Image from Emi’s blog

Cautionary tales

What is the aim?

  • When you are considering to use ML methods, broadly there are two aims: prediction or inference.
  • In inference, we would like to understand how y is related to x_1, ..., x_p.
    • Which predictors are associated with the response?
    • What is the relationship between the response and each predictor?
  • Some ML methods may have good predictive performance but poor interpretability, i.e. you don’t understand how the ML method is making the prediction.

It’s not necessary causation

  • A predictor that is highly correlated or associated with the response does not necessary mean it’s the causation.
    • Homelessness and crime rate in suburbs might be highly correlated.
  • Just because a model with good predictive ability contains certain predictors, it doesn’t mean those predictors are causal effects of the response.
    • Predicting damage due to fire by the number of firemen sent.
    • In early primary school, astrological sign predicts IQ well.

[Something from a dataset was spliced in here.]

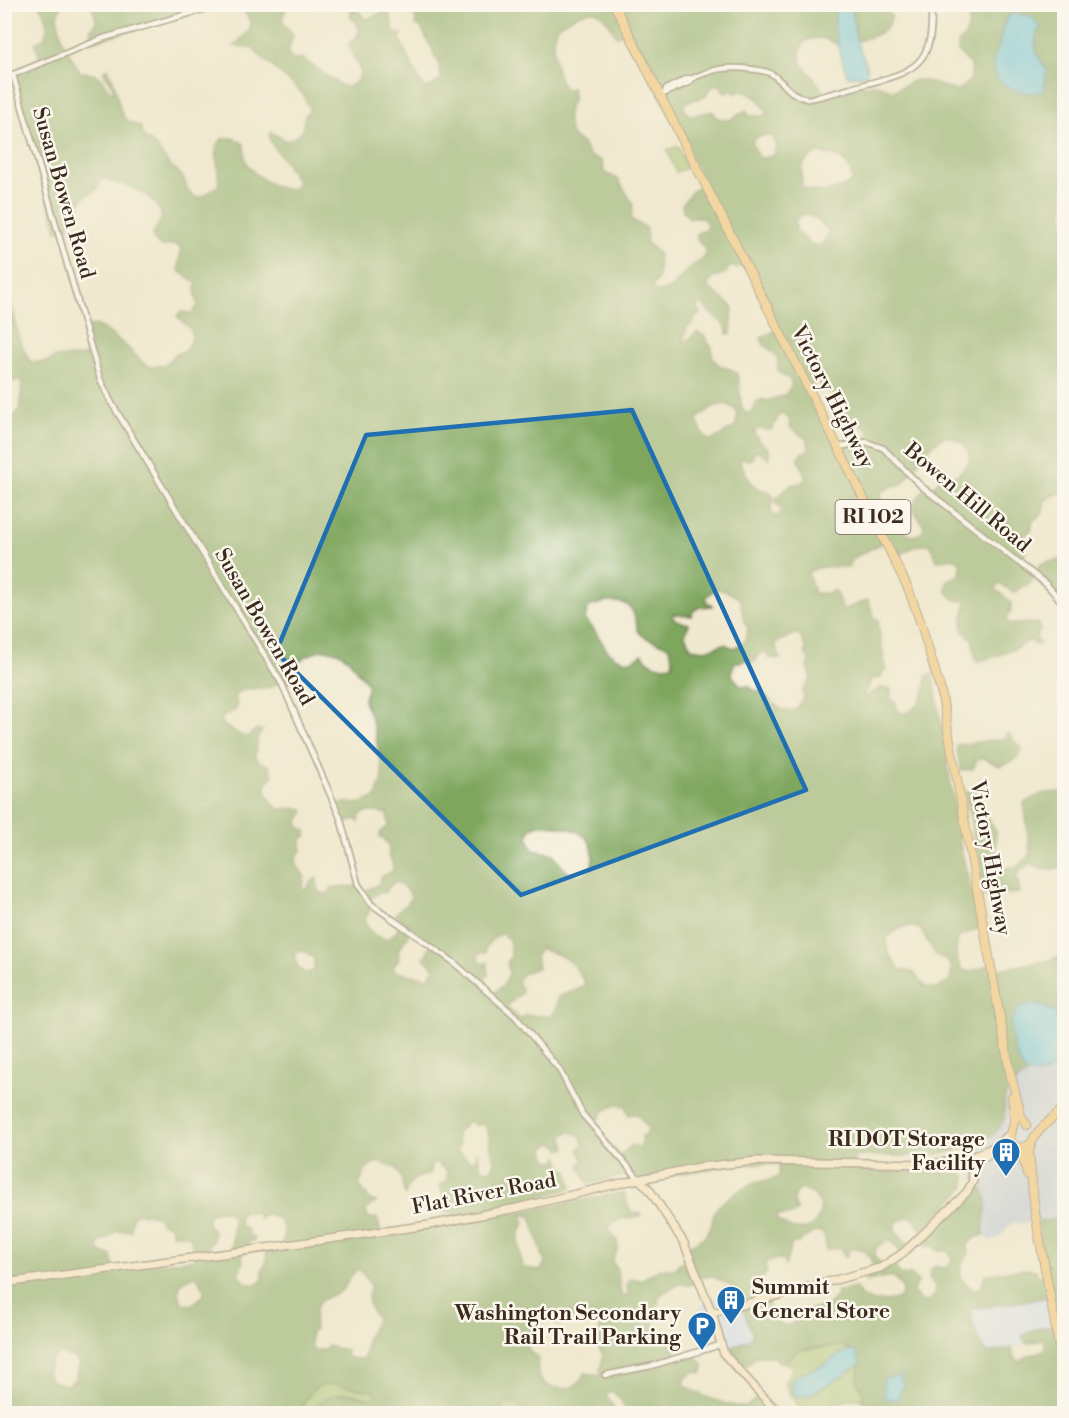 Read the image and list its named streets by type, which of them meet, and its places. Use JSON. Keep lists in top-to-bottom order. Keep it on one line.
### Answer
{"streets":{"main road":["Victory Highway","RI 102","Flat River Road"],"street":["Susan Bowen Road","Bowen Hill Road"]},"crossings":[["Susan Bowen Road","Flat River Road"],["Victory Highway","Bowen Hill Road"],["Victory Highway","Flat River Road"]],"places":{"building":["RI DOT Storage Facility","Summit General Store"],"parking":["Washington Secondary Rail Trail Parking"]}} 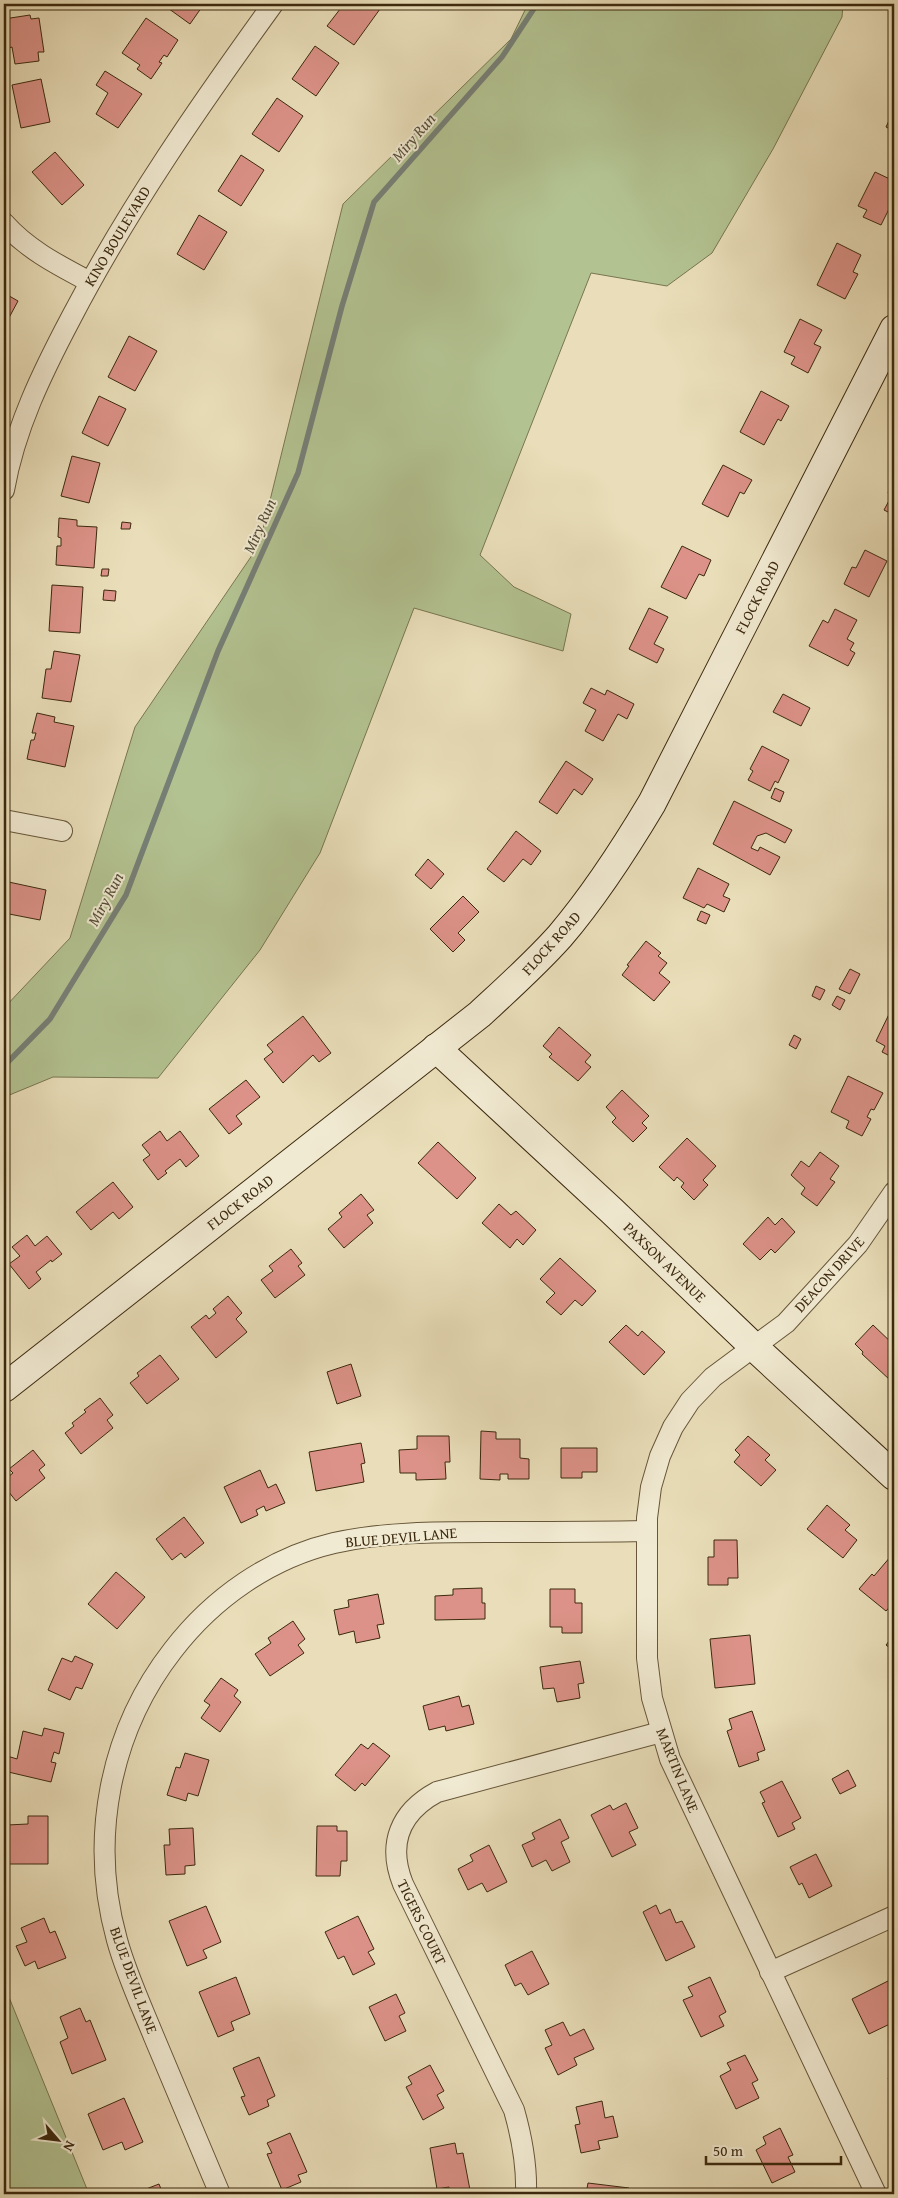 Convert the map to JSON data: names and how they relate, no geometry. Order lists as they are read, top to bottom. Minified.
{"streets":{"main road":["FLOCK ROAD","PAXSON AVENUE"],"street":["KINO BOULEVARD","DEACON DRIVE","BLUE DEVIL LANE","MARTIN LANE","TIGERS COURT"]},"crossings":[["FLOCK ROAD","PAXSON AVENUE"],["PAXSON AVENUE","DEACON DRIVE"],["PAXSON AVENUE","MARTIN LANE"],["DEACON DRIVE","MARTIN LANE"],["BLUE DEVIL LANE","MARTIN LANE"],["MARTIN LANE","TIGERS COURT"]],"water":["Miry Run"],"scale_bar":"50 m","north":"bottom right"} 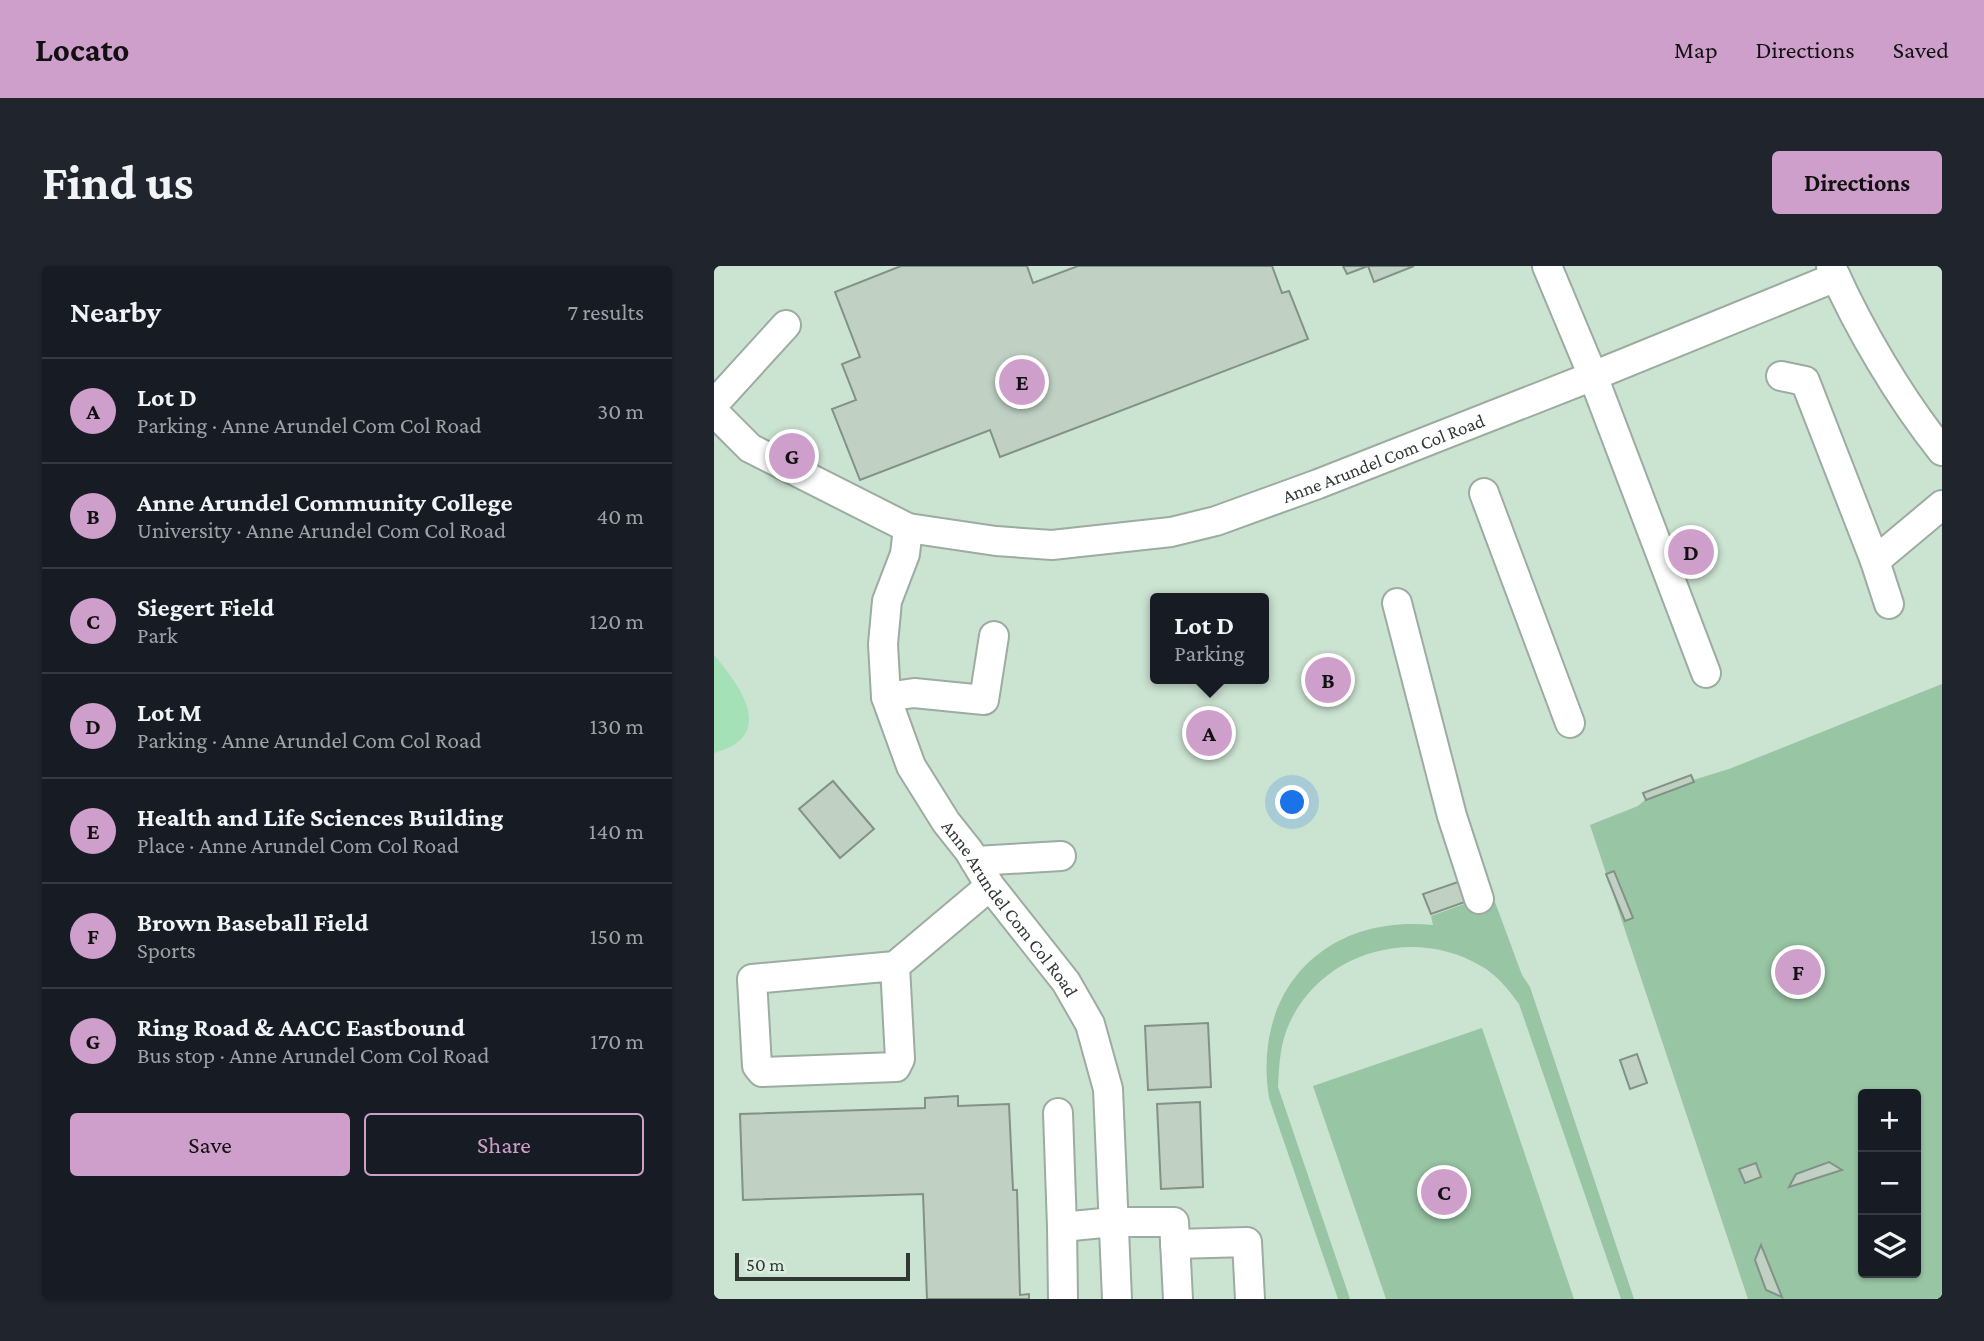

Beware of missing or inappropriate data

  • ML methods generally assume that the data is complete, i.e. no missing entries, in such cases you may need to impute or remove the data with care.
  • Any fitted model is dependent on your training data. You may be missing important variables or not have a representative sample.
  • Just because you can fit a ML model with good prediction, it doesn’t mean you should.
    • Consider the ethical implications of making wrongful interpretations or decisions based on the data you used, e.g. using the variable “race” to predict fraud is akin to building a racist model.

Preprocessing the data

  • Before modelling, you should check the data for any quality issues:
    • check marginal distribution or joint (usually pairwise) distribution,
    • check for outliers and missing entries,
    • impute or remove entries as appropriate, and
    • transform variables (most often to standardise or make the distribution symmetric).
  • Some data issues become apparently after modelling:
    • by checking model diagnostics or model assessments, and
    • noticing you may need to feature engineer (create a new variable from existing variables).

Takeaways

  • There are diverse sets of problems where appropriate data with adequate machine learning is helpful in solving it.
  • In order to compare predictive performance of machine learning models, we apply the trained models to the testing data.
  • There are many methods to machine learning and various metrics to compare models – what is appropriate depends on the data, context and aim.
  • To understand these methods and metrics, we will use some mathematics, go through variety of data and apply the models using R.